En 1275, la ville de Tielt bâtit une halle pour le négoce du lin. Ce marché devient florissant en fournissant la matière aux tisserands de la région. Au 14e siècle, la rivière Mandel joue un rôle essentiel pour le rouissage du lin récolté. Au siècle suivant, la culture du lin se répand à travers la Flandre, tout spécialement dans la région de la Lys, où, dans les années 1600, Meulebeke devient une source importante de tissus en lin de très fine qualité. Un recensement mené en 1739 dénombre dans la production de lin à Meulebeke 342 maîtres tisseurs, 167 ouvriers et 28 apprentis. L'industrie apporte une certaine prospérité à la région, même si la vie des tisseurs locaux n'était pas facile.

Tout au long du 18e siècle et jusqu'au milieu des années 1800, l'industrie textile prospère en Flandre. En 1796, dans l'arrondissement de Tielt, 17% des chefs de famille travaillent dans la production de lin; en 1840, cette proportion passe à 71%. Tielt demeure le centre de l'industrie, plus important que Gent et Kortrijk.

Vers les années 1850, l'industrie du lin connaît de sérieux revers de fortune pour diverses raisons. L'industrie cotonnière se mécanise considérablement et prend un essor rapide. Des barrières commerciales sont créées, sous forme d'une augmentation des droits d'importation à l'étranger. Ce qui amène, entre autres, le déclin des exportations vers l'Espagne et ses colonies d'Amérique du Sud, qui étaient d'importants marchés. Enfin, la révolution industrielle bat son plein en Angleterre, et les artisans de Flandre, tissant toujours sur des métiers manuels, se trouvent confrontés à la concurrence de grandes filatures mécanisées.
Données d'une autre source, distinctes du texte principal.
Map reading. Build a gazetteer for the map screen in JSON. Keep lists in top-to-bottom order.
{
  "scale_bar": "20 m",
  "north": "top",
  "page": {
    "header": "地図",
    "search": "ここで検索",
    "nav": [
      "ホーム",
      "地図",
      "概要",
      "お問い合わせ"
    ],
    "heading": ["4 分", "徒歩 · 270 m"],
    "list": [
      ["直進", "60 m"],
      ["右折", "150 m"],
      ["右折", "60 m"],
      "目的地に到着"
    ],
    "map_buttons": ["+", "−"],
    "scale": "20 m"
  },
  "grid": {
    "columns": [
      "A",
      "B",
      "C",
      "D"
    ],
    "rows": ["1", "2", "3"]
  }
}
Avec près de 65% de sa main d'oeuvre engagée dans la production de lin, Meulebeke est très sévèrement touchée. Sa longue tradition d'activité à domicile et de tissage à la main freine la modernisation de l'industrie. En voulant conserver l'activité chez les particuliers, la Flandre prend beaucoup de retard par rapport à la concurrence française et anglaise.
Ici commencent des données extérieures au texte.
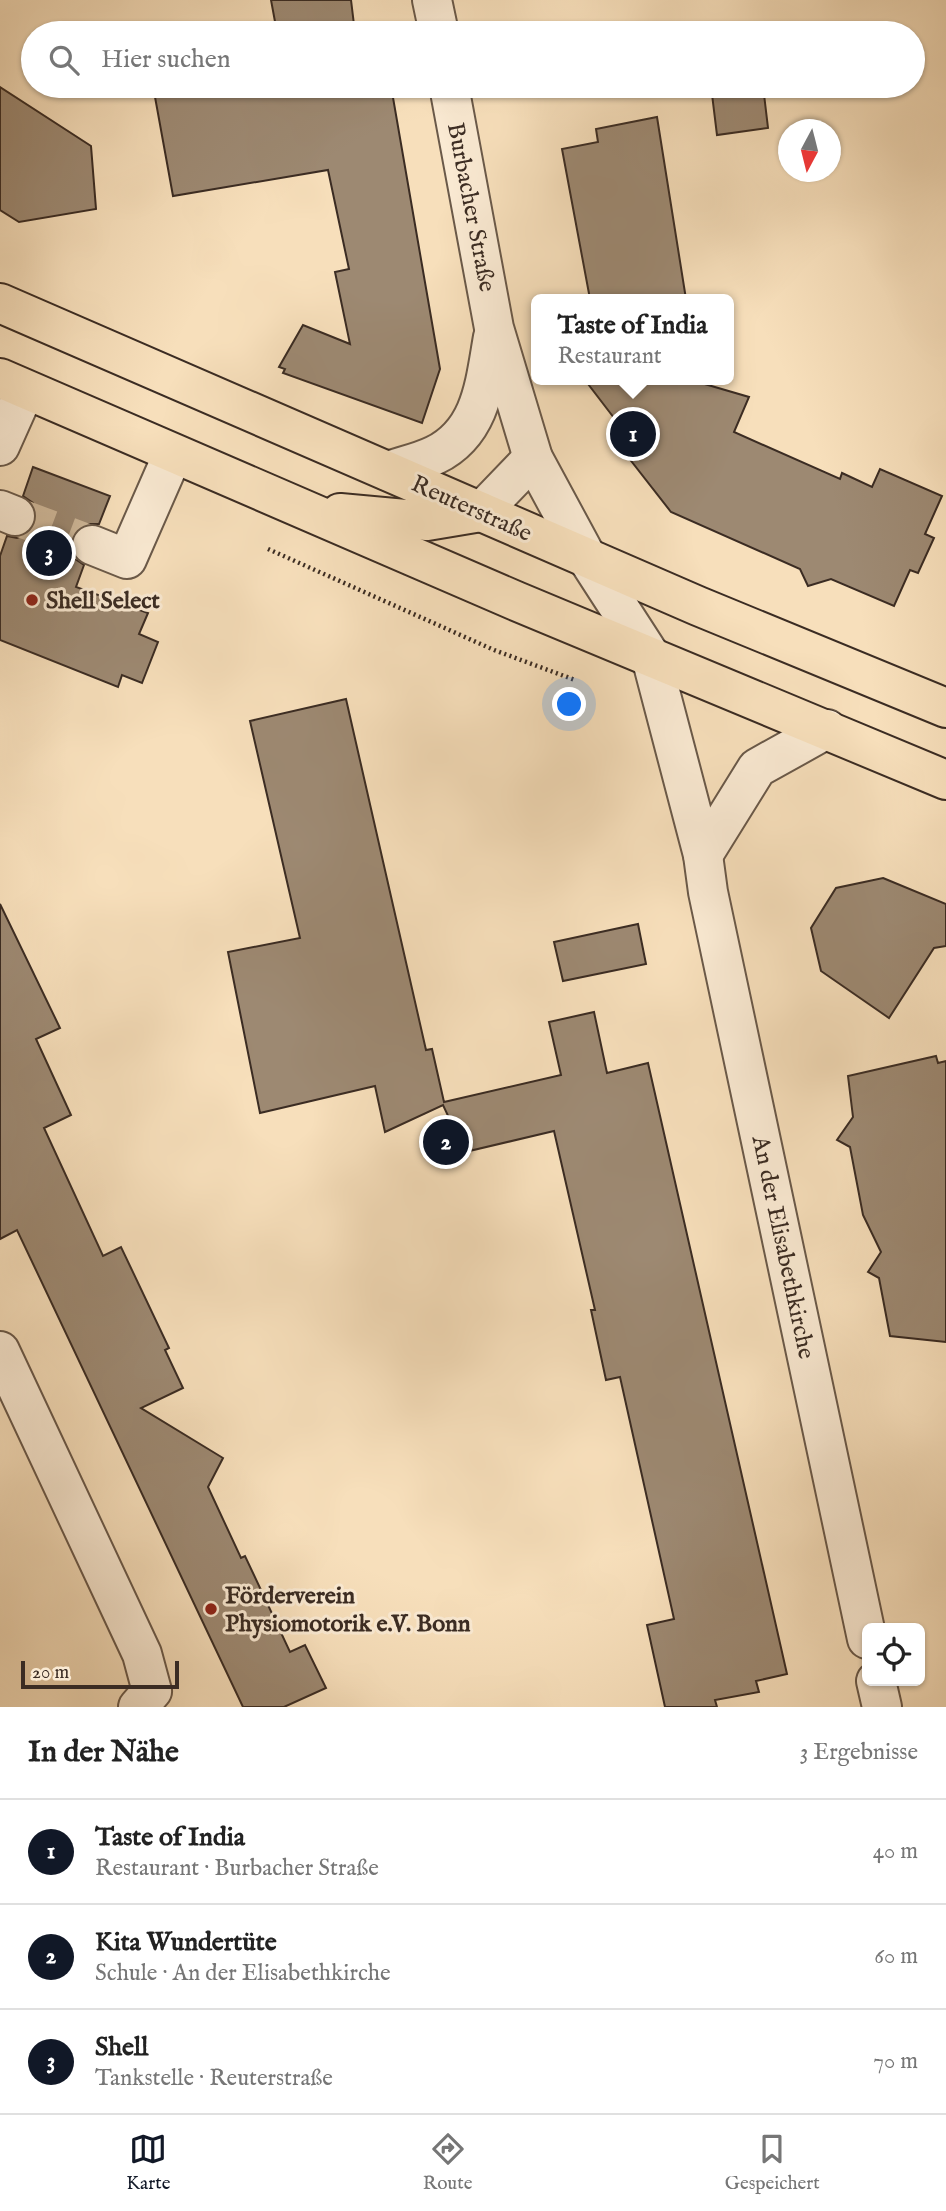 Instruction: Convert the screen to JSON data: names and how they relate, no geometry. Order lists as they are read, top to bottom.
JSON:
{
  "streets": {
    "main road": ["Reuterstraße"],
    "street": ["Burbacher Straße", "An der Elisabethkirche"]
  },
  "crossings": [
    ["Burbacher Straße", "Reuterstraße"],
    ["Burbacher Straße", "An der Elisabethkirche"]
  ],
  "places": ["Shell Select", "Förderverein Physiomotorik e.V. Bonn"],
  "scale_bar": "20 m",
  "north": "bottom",
  "page": {
    "search": "Hier suchen",
    "popup": ["Taste of India", "Restaurant"],
    "pins": ["1", "3", "2"],
    "scale": "20 m",
    "heading": ["In der Nähe", "3 Ergebnisse"],
    "list": [
      {
        "mark": "1",
        "name": "Taste of India",
        "note": "Restaurant · Burbacher Straße",
        "value": "40 m"
      },
      {
        "mark": "2",
        "name": "Kita Wundertüte",
        "note": "Schule · An der Elisabethkirche",
        "value": "60 m"
      },
      {
        "mark": "3",
        "name": "Shell",
        "note": "Tankstelle · Reuterstraße",
        "value": "70 m"
      }
    ],
    "nav": ["Karte", "Route", "Gespeichert"]
  }
}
Cependant, vers 1846, quelques filatures mécaniques sont établies dans la région de Roulers, au départ de laquelle la mécanisation se répand. Les premiers tissages mécaniques de Meulebeke sont implantés vers 1860. Lagae Linens est fondée en 1858, et Libeco juste six ans plus tard.

Aujourd'hui, avec la fusion de Libeco·Lagae, les perspectives de la production de lin belge sont plus brillantes que jamais dans sa longue histoire.